It now represents just five per cent of all agricultural operations in NSW, according to data from the Australian Bureau of Agricultural and Resource Economics and Sciences (ABARES).

With fresh fruit and vegetables easily obtainable from interstate growers, the future of the once-booming farming region – previously valued at over one billion dollars – looks bleak.

In 2016, 20 per cent of the food consumed in Sydney was locally produced. However, this figure is expected to plummet to six per cent by 2031.

The Sydney Basin, or Greater Sydney Region, comprises agricultural land bounded by Wollondilly in the East, the Blue Mountains in the west and Gosford in the north.


Colin Nicholson has given up farming (Image/Daniella Scotti)

Locals, like fourth-generation farmer and stone fruit orchardist Colin Nicholson, say they’re consumed by pressures out of their control.

Mr Nicholson turned his back on the farm, this year.

“I just had enough,” he said.

Lack of water, hail storms, fruit bats and price setting from supermarket giants, were just some of the reasons he gave for closing the doors on a family business that began in 1897.

Mr Nicholson’s farm, located in Sydney’s north-western suburb of Forest Glen, had been carting tonnes of fresh stone fruit to Sydney’s Flemington markets for over 42 years.

Flemington Markets, Sydney (Image/Daniella Scotti)

The last five years have seen a steady decline in profitability,” he said.

“No-one in horticulture gets enough for their produce to make a living – that’s the main issue.”

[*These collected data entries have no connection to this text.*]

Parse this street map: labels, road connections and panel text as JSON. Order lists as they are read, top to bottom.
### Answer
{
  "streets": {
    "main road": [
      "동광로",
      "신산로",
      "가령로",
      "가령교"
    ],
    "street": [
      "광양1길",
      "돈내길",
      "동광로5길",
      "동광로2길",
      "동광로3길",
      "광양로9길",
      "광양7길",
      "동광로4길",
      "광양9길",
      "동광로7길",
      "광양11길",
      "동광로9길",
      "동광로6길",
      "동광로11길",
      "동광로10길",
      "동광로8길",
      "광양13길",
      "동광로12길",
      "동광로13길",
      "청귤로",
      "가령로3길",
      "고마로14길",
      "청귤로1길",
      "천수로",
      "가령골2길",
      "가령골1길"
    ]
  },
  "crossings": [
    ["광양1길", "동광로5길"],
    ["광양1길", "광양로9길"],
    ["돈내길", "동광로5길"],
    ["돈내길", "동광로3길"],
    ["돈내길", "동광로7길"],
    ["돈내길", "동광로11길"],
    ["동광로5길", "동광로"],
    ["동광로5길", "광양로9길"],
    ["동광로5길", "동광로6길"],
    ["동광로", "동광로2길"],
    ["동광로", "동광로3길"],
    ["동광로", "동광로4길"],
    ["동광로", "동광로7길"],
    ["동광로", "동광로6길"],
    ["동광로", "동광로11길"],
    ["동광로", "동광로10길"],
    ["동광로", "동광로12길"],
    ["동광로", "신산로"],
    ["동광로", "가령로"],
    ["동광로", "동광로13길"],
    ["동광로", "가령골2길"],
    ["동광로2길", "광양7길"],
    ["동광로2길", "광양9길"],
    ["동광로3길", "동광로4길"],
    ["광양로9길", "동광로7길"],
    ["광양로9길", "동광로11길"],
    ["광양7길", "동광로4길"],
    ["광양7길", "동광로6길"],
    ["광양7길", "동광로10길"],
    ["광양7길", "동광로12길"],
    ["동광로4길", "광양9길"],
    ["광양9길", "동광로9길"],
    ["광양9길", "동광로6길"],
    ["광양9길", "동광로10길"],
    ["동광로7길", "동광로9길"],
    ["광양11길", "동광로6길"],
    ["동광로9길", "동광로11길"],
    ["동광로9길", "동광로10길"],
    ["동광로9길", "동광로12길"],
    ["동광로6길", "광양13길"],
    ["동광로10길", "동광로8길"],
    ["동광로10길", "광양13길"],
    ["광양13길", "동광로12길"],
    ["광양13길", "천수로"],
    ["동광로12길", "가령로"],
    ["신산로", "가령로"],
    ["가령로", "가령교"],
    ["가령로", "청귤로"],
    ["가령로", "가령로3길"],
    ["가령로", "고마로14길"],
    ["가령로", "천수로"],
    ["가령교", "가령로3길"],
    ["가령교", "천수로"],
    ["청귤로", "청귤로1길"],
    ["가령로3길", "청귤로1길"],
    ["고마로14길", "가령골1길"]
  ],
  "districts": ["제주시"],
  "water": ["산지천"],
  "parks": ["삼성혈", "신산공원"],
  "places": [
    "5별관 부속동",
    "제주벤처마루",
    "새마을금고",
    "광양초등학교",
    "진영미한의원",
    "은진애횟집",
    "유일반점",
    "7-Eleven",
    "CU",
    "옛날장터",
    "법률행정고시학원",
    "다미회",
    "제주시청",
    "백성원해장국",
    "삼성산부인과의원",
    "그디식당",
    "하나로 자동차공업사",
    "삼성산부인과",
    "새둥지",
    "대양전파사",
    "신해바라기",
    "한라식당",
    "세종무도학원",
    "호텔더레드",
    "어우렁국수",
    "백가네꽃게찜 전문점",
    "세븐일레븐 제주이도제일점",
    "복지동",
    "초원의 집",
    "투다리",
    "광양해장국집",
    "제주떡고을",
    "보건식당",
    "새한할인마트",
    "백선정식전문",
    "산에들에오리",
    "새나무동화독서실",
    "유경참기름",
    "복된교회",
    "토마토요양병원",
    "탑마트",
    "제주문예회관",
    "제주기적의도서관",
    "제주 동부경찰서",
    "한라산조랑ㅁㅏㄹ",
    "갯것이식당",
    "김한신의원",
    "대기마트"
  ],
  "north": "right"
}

He blames “the increased fruit from Victoria” and supermarket prices.

“The supermarkets just seem to set a price and that’s the price they are going to pay. Even if the fruit is a little bit scarce, they still won’t pay.

“There is not a lot of that high demand price that we used to get.”

Mr Nicholson believes that supermarkets are quite happy to import produce from Chile if that means they are paying a lower price.

“This year was probably the toughest marketing year. There was pretty much a complaint about the fruit every day.”

The markets at Flemington are located 15 kilometres west of Sydney’s CBD and are the domain for fresh produce.

Once dominated by local trucks, it is now full of semi-trailers, carrying tonnes of produce from as far as Queensland’s Bowen or Victoria’s Werribee.

4am at Flemington Markets, Sydney (Image/Daniella Scotti)

Market agent and former XL Fruit Wholesaler Erasmo Roppolo, is concerned about the loss of experienced local farmers.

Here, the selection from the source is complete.